In the picture

March 24, 2019

In the picture

The Hummingbird Project**1/2

*ing: Jesse Eisenberg, Salma Hayek and Alexander Skarsgard

Directed by Kim Nguyen

Whatever it takes to keep a techno hellraiser on its feet, The Hummingbird Project doesn’t have it. Just don’t blame the film’s two lead actors. Jesse Eisenberg surges with all the manic energy he showed in The Social Network, playing Vincent Zaleski, the hustler behind an idea to run fiber-optic cable from Kansas to a Wall Street databank in New Jersey to gain a millisecond of info advantage -- the speed of a hummingbird’s wing beat -- that could bring in billions.

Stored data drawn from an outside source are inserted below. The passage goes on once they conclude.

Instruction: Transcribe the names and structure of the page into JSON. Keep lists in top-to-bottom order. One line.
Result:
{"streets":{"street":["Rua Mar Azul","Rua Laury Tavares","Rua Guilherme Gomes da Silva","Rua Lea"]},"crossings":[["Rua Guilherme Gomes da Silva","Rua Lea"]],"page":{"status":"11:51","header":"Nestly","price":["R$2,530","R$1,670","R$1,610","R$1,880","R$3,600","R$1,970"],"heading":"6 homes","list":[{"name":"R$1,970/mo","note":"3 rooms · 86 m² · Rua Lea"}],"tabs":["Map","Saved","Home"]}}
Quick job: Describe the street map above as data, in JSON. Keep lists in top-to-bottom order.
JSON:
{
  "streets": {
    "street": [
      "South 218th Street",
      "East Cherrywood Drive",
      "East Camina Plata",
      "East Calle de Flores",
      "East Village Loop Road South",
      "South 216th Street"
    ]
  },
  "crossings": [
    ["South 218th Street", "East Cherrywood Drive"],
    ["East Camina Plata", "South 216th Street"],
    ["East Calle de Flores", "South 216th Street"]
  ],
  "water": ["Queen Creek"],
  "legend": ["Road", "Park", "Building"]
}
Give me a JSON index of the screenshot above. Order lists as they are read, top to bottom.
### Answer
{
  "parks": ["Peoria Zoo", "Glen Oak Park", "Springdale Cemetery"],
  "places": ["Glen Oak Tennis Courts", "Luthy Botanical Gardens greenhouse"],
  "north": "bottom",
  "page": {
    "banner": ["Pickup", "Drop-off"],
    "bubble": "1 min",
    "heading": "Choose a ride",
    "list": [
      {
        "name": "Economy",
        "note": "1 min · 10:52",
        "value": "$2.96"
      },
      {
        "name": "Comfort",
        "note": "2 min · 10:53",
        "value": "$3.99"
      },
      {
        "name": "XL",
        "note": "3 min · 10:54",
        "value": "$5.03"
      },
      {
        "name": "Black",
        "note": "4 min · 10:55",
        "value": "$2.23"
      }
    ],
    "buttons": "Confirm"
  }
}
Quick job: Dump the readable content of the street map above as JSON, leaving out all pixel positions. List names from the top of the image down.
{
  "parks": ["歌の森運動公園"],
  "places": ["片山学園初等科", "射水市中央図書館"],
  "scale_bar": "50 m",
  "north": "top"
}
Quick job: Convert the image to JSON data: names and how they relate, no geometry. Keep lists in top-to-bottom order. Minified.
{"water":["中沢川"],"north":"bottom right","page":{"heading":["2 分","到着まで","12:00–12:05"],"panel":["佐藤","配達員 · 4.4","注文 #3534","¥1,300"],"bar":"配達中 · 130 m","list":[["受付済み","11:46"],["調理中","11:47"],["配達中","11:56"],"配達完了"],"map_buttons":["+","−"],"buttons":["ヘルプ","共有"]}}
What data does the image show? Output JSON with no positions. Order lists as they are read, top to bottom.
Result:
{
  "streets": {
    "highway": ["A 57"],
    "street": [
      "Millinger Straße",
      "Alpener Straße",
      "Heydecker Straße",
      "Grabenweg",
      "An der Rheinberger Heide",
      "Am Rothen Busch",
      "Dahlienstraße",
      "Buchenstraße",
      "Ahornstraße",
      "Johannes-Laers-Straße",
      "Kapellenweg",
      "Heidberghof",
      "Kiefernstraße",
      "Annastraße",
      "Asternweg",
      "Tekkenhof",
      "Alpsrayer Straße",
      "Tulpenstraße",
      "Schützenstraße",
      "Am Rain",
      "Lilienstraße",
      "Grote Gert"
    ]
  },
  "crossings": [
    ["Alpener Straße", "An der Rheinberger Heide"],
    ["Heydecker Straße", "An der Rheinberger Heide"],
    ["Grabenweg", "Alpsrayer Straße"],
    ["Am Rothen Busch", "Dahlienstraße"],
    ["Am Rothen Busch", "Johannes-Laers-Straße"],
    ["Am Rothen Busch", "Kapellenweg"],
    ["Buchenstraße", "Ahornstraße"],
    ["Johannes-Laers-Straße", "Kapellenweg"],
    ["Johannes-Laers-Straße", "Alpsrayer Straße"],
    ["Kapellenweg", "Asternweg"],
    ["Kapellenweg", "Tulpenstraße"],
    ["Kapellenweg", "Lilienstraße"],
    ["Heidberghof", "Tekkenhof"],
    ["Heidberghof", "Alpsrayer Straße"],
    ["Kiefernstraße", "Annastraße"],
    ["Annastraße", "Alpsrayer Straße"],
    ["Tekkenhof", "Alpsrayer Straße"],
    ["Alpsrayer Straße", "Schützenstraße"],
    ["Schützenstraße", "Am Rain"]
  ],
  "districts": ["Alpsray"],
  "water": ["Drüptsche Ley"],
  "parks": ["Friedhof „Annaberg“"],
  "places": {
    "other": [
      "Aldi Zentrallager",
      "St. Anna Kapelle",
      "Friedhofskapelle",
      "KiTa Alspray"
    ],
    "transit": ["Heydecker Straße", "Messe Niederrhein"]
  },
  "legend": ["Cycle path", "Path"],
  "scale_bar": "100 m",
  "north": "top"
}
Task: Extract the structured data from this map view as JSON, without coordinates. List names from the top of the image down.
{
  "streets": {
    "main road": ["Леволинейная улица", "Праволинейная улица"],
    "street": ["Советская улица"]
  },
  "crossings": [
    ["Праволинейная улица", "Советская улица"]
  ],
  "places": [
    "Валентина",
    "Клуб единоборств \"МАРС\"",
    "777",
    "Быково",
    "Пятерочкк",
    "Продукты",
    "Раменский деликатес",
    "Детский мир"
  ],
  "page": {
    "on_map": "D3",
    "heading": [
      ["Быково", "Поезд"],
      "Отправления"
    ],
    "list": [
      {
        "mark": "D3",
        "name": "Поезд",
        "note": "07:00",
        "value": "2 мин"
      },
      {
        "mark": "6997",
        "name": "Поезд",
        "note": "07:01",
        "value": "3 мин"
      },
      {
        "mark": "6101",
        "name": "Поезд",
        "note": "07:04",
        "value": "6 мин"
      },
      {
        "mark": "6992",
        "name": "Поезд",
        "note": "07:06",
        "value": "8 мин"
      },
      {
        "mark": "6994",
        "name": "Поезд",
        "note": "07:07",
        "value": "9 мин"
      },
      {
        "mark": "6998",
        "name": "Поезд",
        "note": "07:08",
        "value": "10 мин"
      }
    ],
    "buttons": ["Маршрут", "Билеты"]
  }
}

Alexander Skarsgard excels as Vincent’s cousin Anton, the genius coder behind the idea. The cousins are Russian Jews, raised in New York and looking for a big idea to run with. Playing geek with a vengeance, Skarsgard shaves his head, walks stooped and does everything possible to dim his hottie starshine. Even that can’t distract from the fact that the convoluted script, written by Quebecois director Kim Nguyen (War Witch), keeps tripping over itself in a strenuous effort to drum up interest into a premise that is decidedly uncinematic. Take Eva Torres, the hedge-fund manager played to the hilt and beyond by Salma Hayek, who’s eager to steal the tunnel concept from the Zaleskis, who used to work for her. She’s the she-wolf always nipping at their heels and working overtime to trump their plan with her own.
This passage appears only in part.